Are there differences between training a dog and training an AI algorithm? Yeah, but just a few. And those differences are relevant too, for example, dogs have instincts algorithms don’t. So when you get a dog, it comes with a set of behaviors and assumptions, like jumping on you is an effective way to get your attention for instance. It takes some work to change those just to get the dog to unlearn instincts you don’t like. If you do nothing to train the dog, the dog still does stuff like it or not. If you don’t do anything to train an algorithm, the algorithm will do nothing, it’s totally useless. It only does something if you train it.
Here’s another, dogs are always learning.
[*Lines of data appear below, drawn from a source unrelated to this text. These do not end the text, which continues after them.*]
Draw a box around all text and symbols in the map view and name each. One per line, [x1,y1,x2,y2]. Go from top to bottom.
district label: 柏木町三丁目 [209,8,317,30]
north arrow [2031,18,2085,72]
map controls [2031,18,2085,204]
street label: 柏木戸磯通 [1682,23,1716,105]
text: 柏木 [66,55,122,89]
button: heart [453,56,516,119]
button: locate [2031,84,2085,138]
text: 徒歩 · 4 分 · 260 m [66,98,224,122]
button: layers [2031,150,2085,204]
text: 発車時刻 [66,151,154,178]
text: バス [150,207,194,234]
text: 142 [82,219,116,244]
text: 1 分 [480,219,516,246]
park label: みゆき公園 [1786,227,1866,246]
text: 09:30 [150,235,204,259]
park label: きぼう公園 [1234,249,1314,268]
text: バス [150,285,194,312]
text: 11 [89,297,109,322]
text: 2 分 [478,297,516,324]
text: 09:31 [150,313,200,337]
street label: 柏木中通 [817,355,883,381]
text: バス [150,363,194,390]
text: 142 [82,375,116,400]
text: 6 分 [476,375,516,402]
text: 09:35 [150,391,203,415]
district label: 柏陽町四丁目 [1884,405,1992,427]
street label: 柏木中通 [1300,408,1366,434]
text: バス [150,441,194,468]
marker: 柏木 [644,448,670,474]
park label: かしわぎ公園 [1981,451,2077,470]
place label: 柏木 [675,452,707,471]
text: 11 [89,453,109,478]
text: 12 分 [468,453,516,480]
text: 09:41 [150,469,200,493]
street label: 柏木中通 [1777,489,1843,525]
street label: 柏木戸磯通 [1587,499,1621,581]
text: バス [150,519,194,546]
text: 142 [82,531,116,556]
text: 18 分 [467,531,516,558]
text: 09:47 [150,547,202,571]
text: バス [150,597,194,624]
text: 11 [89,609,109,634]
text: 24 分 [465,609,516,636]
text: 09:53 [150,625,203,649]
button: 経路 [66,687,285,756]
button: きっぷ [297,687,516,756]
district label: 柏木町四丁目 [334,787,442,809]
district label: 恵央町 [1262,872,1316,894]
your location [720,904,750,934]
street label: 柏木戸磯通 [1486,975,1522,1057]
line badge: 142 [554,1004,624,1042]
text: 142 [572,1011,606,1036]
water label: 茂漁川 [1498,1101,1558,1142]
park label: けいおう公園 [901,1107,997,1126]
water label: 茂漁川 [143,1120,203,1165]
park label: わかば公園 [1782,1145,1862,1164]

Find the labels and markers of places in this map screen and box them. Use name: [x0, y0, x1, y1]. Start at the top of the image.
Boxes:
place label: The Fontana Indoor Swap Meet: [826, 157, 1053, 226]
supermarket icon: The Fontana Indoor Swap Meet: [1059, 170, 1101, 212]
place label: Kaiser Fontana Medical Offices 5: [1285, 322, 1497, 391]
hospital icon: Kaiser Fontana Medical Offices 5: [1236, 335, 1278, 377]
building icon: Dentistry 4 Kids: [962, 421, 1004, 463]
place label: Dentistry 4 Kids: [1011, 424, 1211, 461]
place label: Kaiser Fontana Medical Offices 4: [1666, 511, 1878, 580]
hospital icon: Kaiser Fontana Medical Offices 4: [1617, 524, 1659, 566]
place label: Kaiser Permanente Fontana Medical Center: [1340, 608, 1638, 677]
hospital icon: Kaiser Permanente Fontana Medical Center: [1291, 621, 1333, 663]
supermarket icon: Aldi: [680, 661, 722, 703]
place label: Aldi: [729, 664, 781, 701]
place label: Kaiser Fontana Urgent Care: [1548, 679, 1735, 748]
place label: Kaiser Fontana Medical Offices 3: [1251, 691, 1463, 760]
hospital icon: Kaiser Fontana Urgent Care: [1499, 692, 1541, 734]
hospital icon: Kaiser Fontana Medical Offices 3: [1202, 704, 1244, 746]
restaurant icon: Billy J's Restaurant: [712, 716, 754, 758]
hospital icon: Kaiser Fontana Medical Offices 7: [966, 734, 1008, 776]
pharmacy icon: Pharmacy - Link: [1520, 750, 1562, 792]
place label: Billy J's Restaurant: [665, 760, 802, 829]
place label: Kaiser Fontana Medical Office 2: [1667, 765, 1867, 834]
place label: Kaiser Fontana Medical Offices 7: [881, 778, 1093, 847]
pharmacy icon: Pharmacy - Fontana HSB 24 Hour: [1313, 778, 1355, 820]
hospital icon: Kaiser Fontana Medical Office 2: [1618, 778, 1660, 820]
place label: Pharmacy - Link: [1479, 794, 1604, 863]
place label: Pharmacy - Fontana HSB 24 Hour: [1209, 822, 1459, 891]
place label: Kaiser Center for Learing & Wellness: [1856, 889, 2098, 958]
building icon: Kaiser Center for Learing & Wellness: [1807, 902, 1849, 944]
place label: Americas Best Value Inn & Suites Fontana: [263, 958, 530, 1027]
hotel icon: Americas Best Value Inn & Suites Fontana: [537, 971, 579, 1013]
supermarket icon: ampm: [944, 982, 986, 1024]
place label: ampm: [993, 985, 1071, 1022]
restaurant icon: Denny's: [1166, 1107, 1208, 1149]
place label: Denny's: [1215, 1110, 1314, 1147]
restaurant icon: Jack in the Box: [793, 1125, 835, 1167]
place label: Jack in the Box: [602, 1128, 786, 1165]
AI algorithms only learn when they’re given data. Nothing will change with an algorithm unless you proactively feed a data and teach it something. When you hear the terms training data or training set, that’s the data that’s used to teach the algorithm to do its thing. Also, you know, dogs kind of choose their reward based on what they care about. Maybe it’s a treat, or a belly rub. Meanwhile, we choose what dogs have to do to get the reward.
Algorithms are the opposite, they have no goal of their own. Trainers tell algorithms what the goal is, and the algorithm tells them what to do in order to achieve it. The algorithm doesn’t care, for instance, whether a consumer converts or not. But once it’s trained to look for conversions, the algorithm determines what needs to be done to get one of those conversions. Those are some differences.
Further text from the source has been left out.